La poesía reclama ahora lentitud y conciencia melancólica para salvar al significado de las sirenas de un corazón publicitario. La facilidad no significa calidad, el rumor de lo cotidiano no asegura la verdad lírica y el sentido de las declaraciones transparentes no implica una búsqueda de la profundidad.

El ataúd vacío del poema

Entrevista | El ataúd vacío del poema

Una realidad de frontera hace que la poesía mire siempre desde la otra orilla, desde el otro lado de las cosas. Y siempre se cuestiona a sí misma, ese es su principio. En la soledad o en el tumulto, en los márgenes o en la plaza, no existe más guía que su talento creativo y su compromiso, más allá de los dogmas, con la verdad humana. La poesía no renuncia a su debate.

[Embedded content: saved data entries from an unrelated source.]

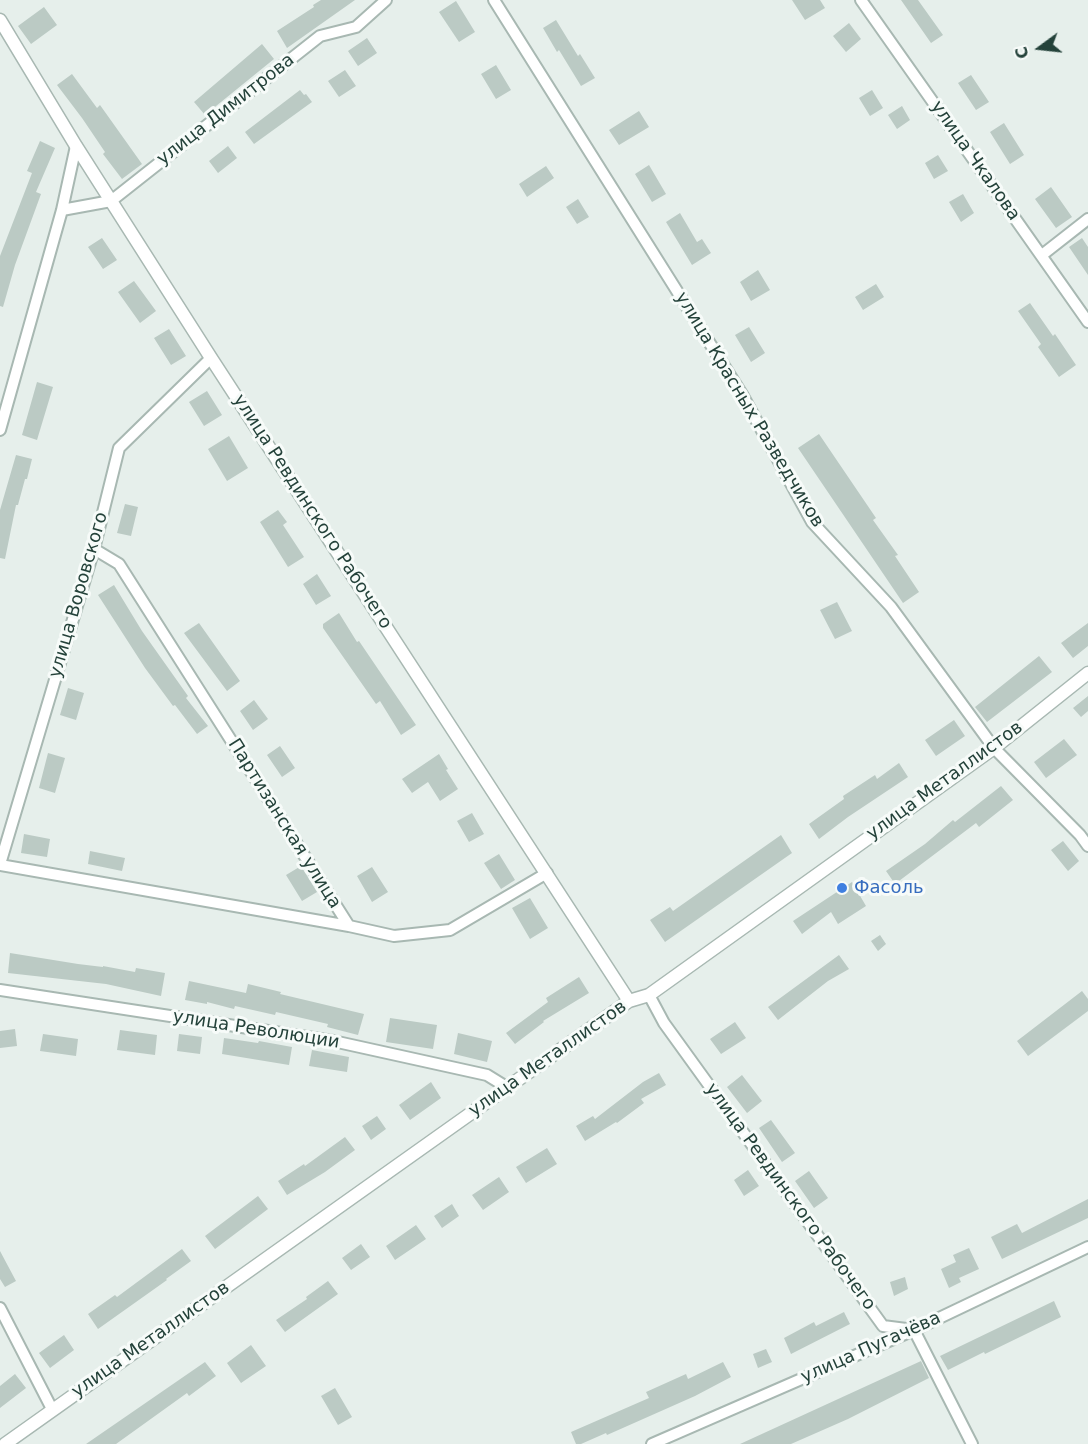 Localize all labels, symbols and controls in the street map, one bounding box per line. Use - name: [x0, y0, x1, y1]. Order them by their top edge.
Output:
- north arrow: [1010, 18, 1070, 78]
- text: С: [1011, 45, 1033, 61]
- street label: улица Димитрова: [153, 50, 299, 170]
- street label: улица Чкалова: [926, 97, 1024, 225]
- street label: улица Красных Разведчиков: [670, 288, 828, 532]
- street label: улица Ревдинского Рабочего: [228, 391, 396, 633]
- street label: улица Воровского: [45, 510, 113, 680]
- street label: улица Металлистов: [863, 717, 1027, 845]
- street label: Партизанская улица: [223, 735, 345, 913]
- place label: Фасоль: [854, 877, 924, 899]
- marker: Фасоль: [835, 881, 849, 895]
- street label: улица Металлистов: [465, 996, 631, 1122]
- street label: улица Революции: [171, 1006, 341, 1054]
- street label: улица Ревдинского Рабочего: [700, 1079, 880, 1315]
- street label: улица Металлистов: [68, 1277, 234, 1403]
- street label: улица Пугачёва: [798, 1307, 944, 1389] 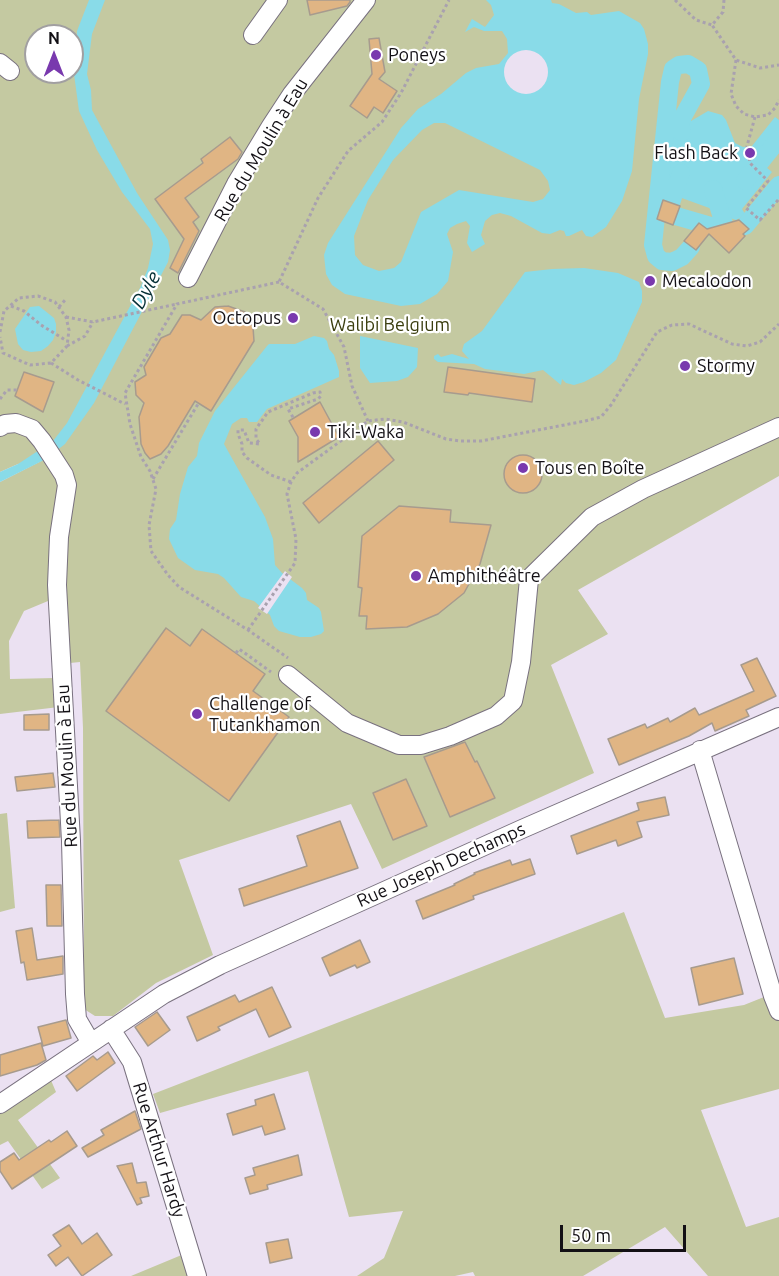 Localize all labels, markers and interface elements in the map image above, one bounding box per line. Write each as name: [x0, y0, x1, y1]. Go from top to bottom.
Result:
north arrow: [24, 24, 84, 84]
text: N: [48, 29, 60, 47]
place label: Poneys: [388, 44, 446, 66]
marker: Poneys: [369, 48, 383, 62]
street label: Rue du Moulin à Eau: [210, 74, 312, 226]
place label: Flash Back: [654, 142, 738, 164]
marker: Flash Back: [743, 146, 757, 160]
water label: Dyle: [126, 267, 166, 313]
place label: Mecalodon: [662, 270, 752, 292]
marker: Mecalodon: [643, 274, 657, 288]
place label: Octopus: [212, 307, 281, 329]
marker: Octopus: [286, 311, 300, 325]
park label: Walibi Belgium: [330, 314, 450, 336]
place label: Stormy: [697, 355, 755, 377]
marker: Stormy: [678, 359, 692, 373]
place label: Tiki-Waka: [327, 421, 404, 443]
marker: Tiki-Waka: [308, 425, 322, 439]
place label: Tous en Boîte: [535, 457, 645, 479]
marker: Tous en Boîte: [516, 461, 530, 475]
place label: Amphithéâtre: [428, 565, 541, 587]
marker: Amphithéâtre: [409, 569, 423, 583]
street label: Rue du Moulin à Eau: [52, 684, 82, 848]
place label: Challenge of Tutankhamon: [209, 693, 320, 736]
marker: Challenge of Tutankhamon: [190, 707, 204, 721]
street label: Rue Joseph Dechamps: [353, 818, 529, 912]
street label: Rue Arthur Hardy: [128, 1080, 190, 1220]
scale bar: [563, 1213, 689, 1251]
text: 50 m: [571, 1225, 611, 1245] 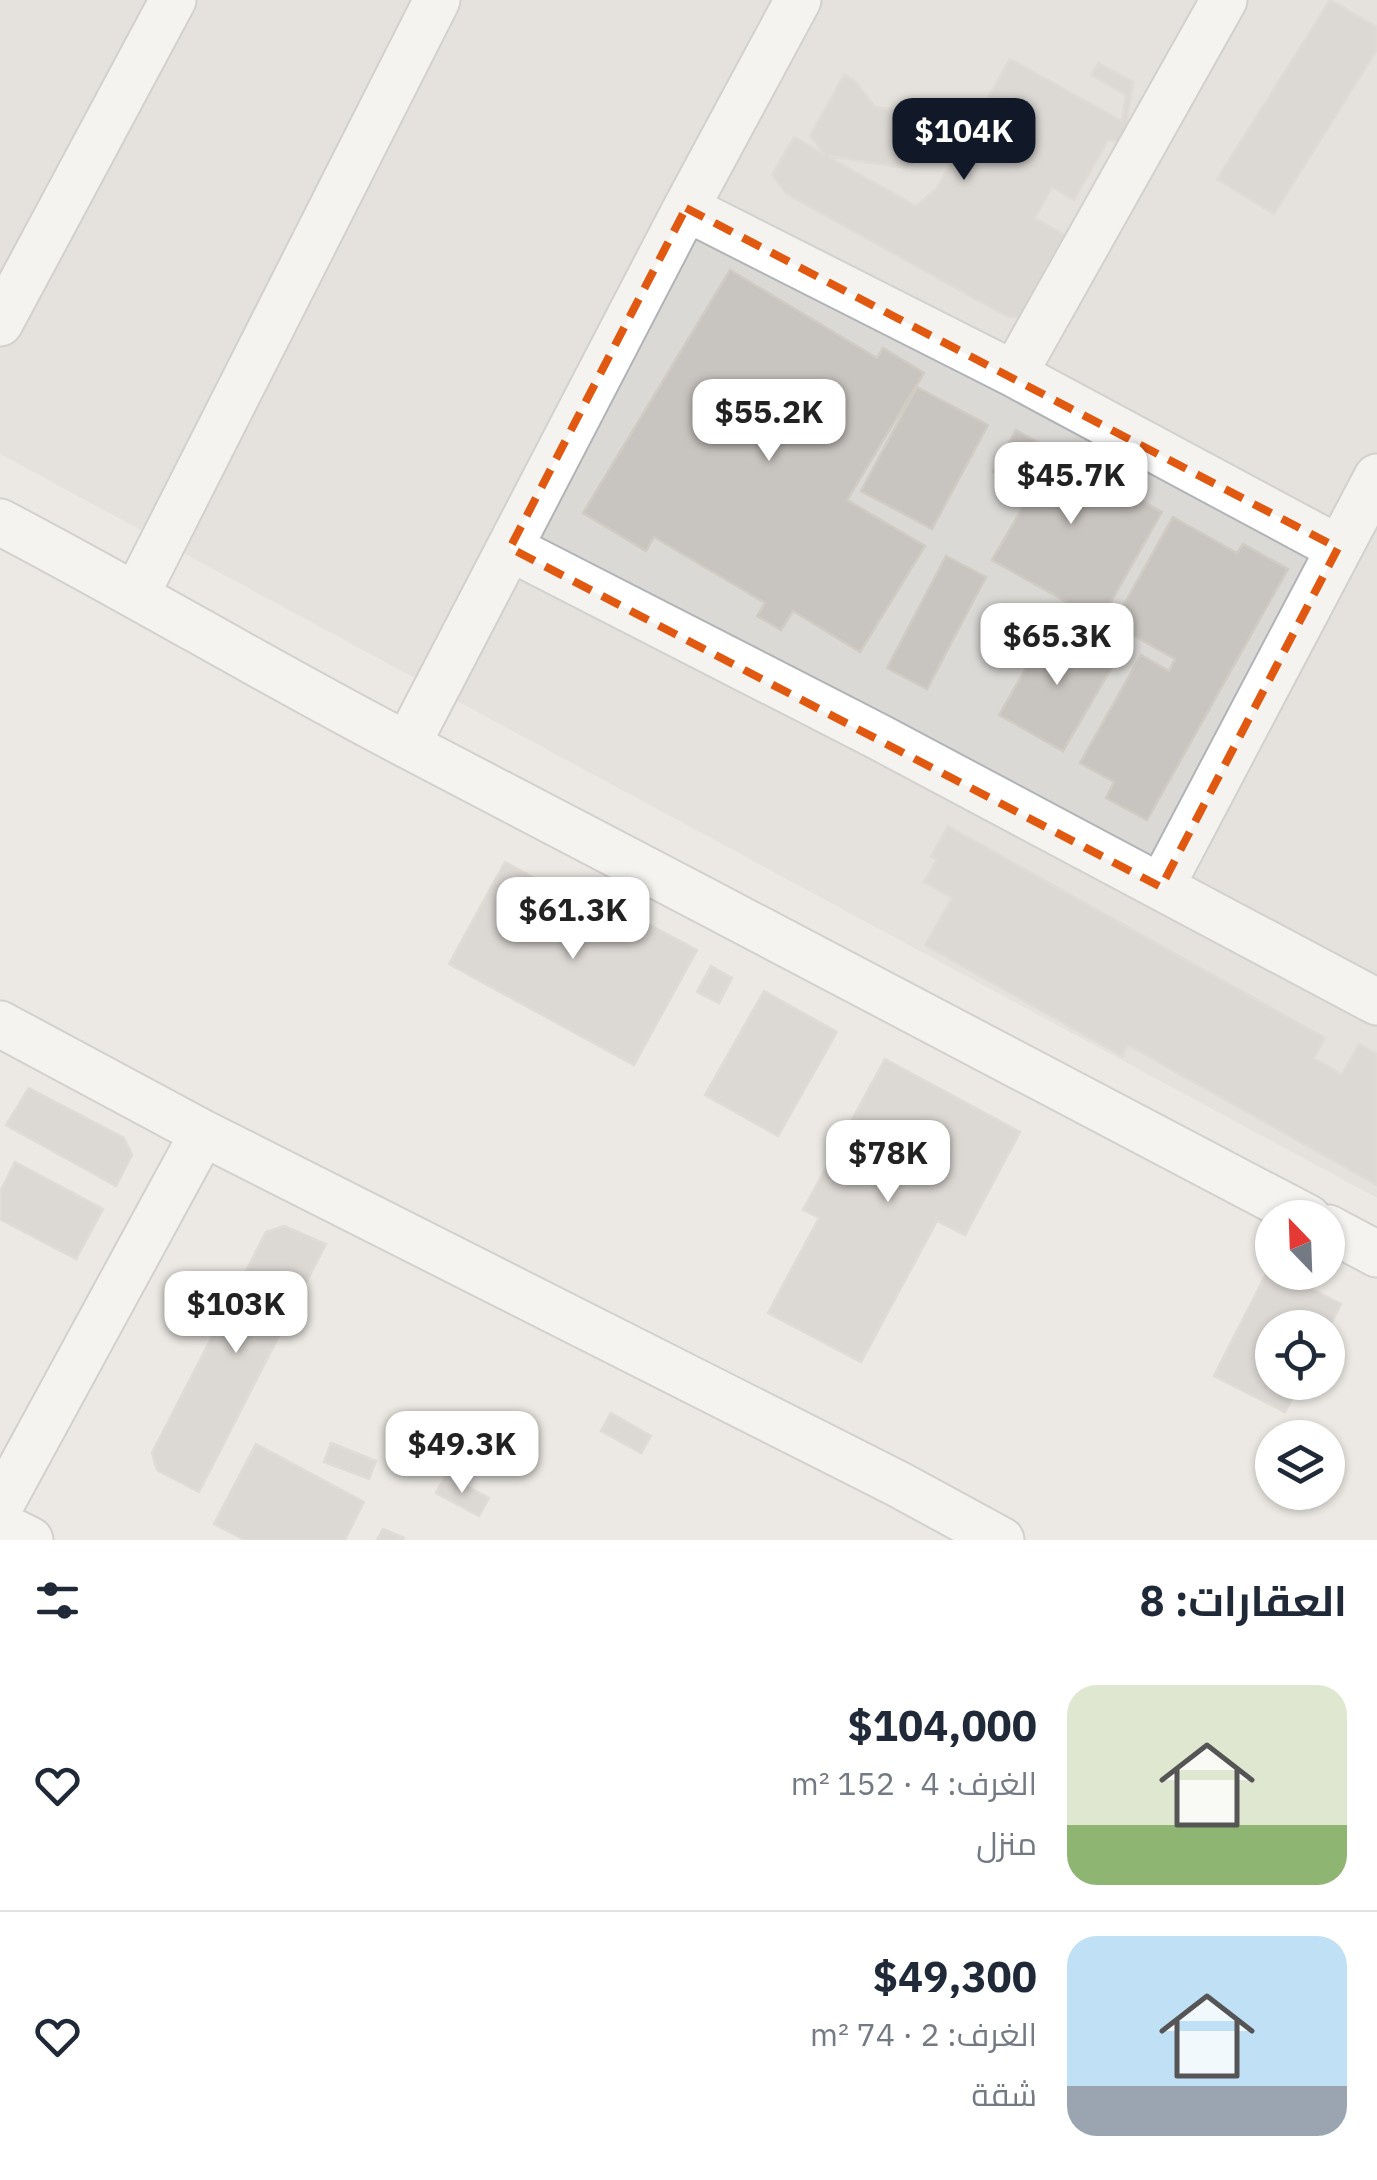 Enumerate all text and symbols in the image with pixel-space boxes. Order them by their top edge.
pin: $104K [894,98,1034,183]
text: $104K [914,109,1014,151]
pin: $55.2K [688,379,850,464]
text: $55.2K [714,390,824,432]
pin: $45.7K [990,442,1152,527]
text: $45.7K [1016,453,1126,495]
pin: $65.3K [976,603,1138,688]
text: $65.3K [1002,614,1112,656]
pin: $61.3K [492,877,654,962]
text: $61.3K [518,888,628,930]
pin: $78K [829,1120,947,1205]
text: $78K [848,1131,928,1173]
north arrow [1255,1200,1345,1290]
map controls [1255,1200,1345,1510]
pin: $103K [166,1271,306,1356]
text: $103K [186,1282,286,1324]
button: locate [1255,1310,1345,1400]
pin: $49.3K [381,1411,543,1496]
button: layers [1255,1420,1345,1510]
text: $49.3K [407,1422,517,1464]
icon: filters [30,1573,85,1628]
text: العقارات: 8 [1140,1573,1347,1628]
text: $104,000 [848,1698,1037,1753]
icon: home [1147,1725,1267,1845]
icon: heart [30,1758,85,1813]
text: الغرف: 4 · 152 m² [791,1762,1037,1804]
text: منزل [976,1822,1037,1864]
text: $49,300 [873,1949,1037,2004]
icon: home [1147,1976,1267,2096]
icon: heart [30,2009,85,2064]
text: الغرف: 2 · 74 m² [810,2013,1037,2055]
text: شقة [972,2073,1037,2115] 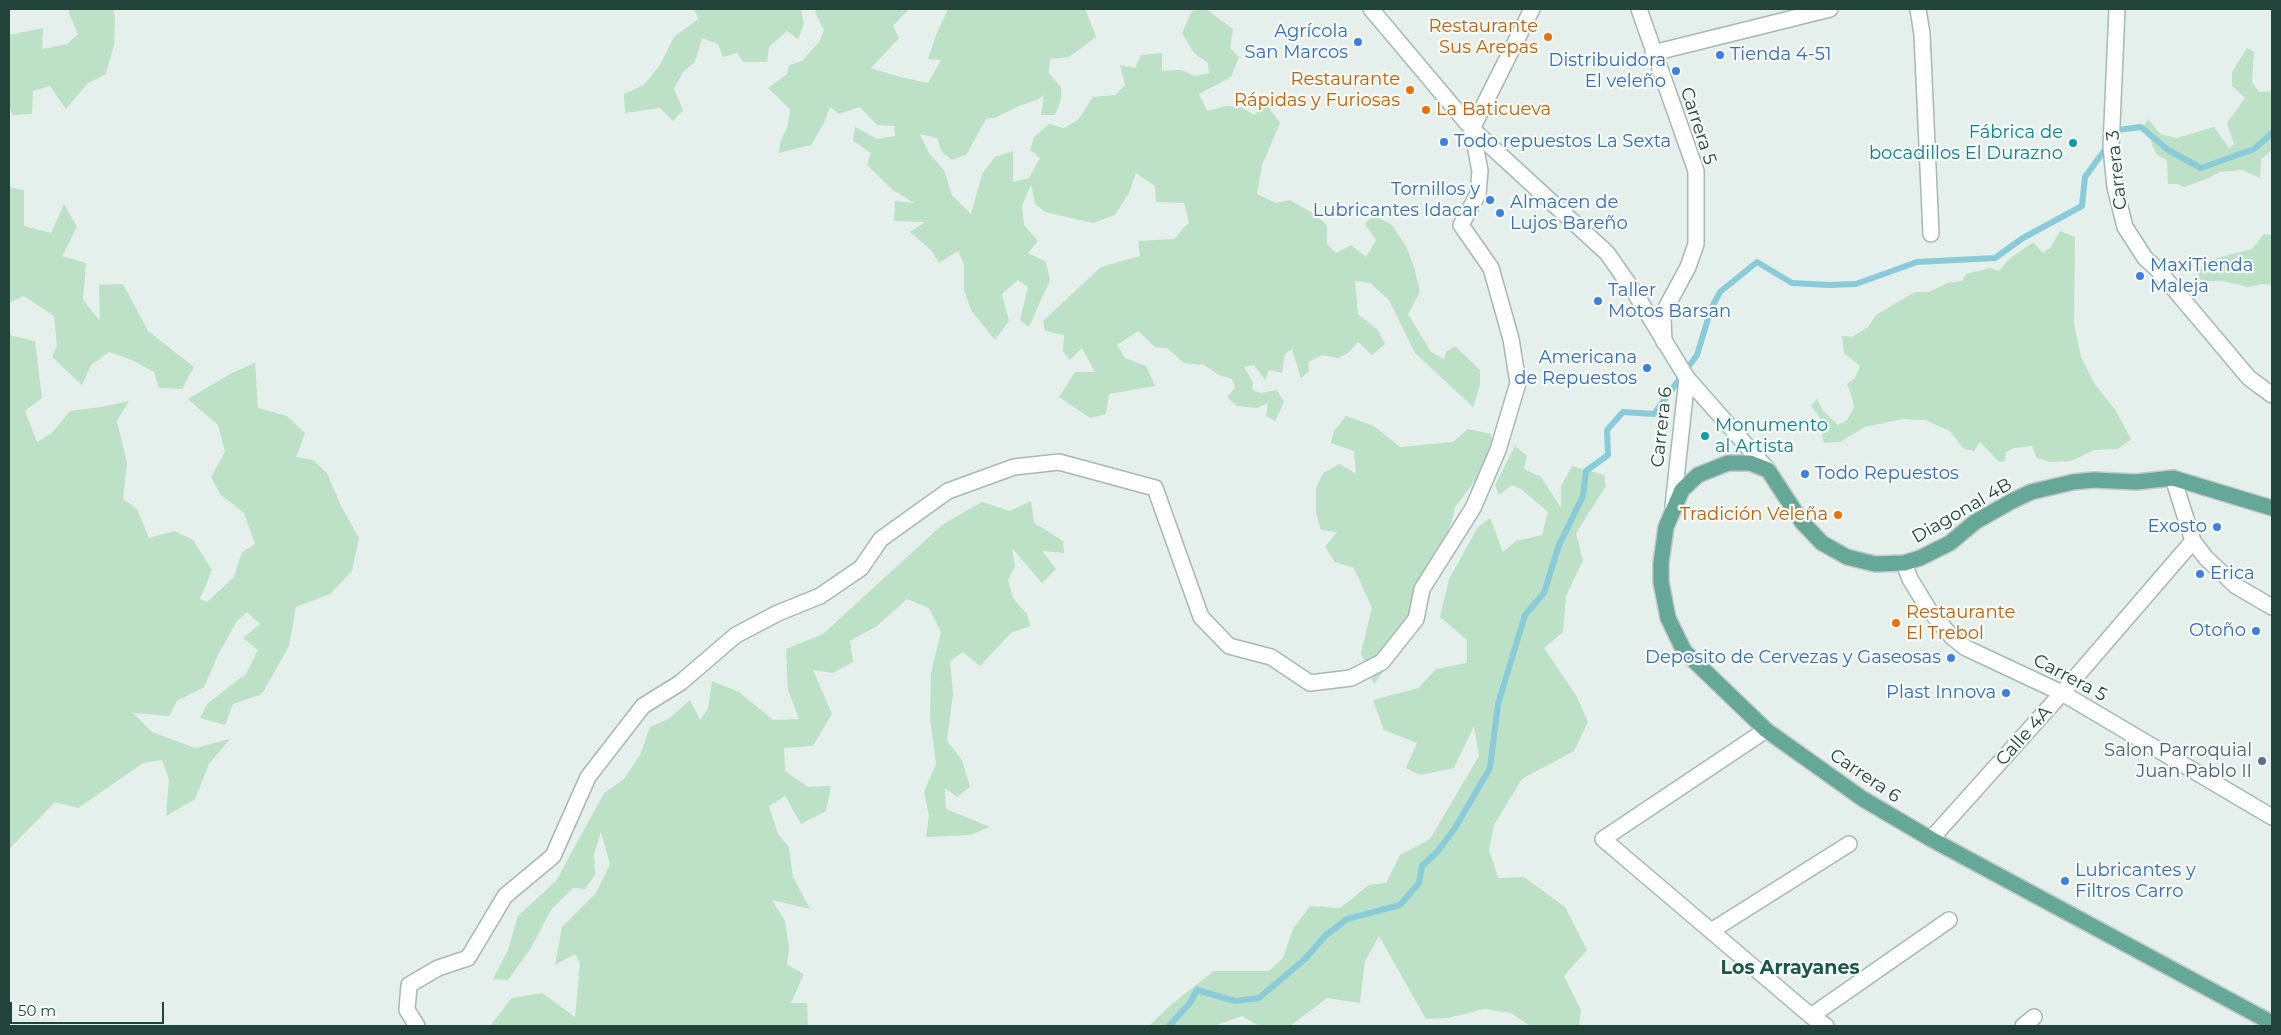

Nada está nunca seguro. El televisor y la radio me dieron un día la noticia de que la poesía había muerto. Comprenderán mi turbación. Ya sea por culpa del éxito o del fracaso, siempre estamos expuestos a la muerte de la poesía. La Balada en la muerte de la poesía (Visor, 2016) que acabo de publicar es la consecuencia de todo lo que desató esa noticia en la conciencia, la casa y la ciudad. El buzón del teléfono se llenó de hojas secas y el suelo de las habitaciones de palabras. La muerte de la poesía invadió poco a poco los siglos de Lucrecio, Manrique, Garcilaso, Quevedo, Leopardi, Rosalía, Baudelaire, Alberti y Szymborska. Todos estuvieron en su entierro. Todos volvieron después a su vocación y a su mesa de trabajo para escribir un poema.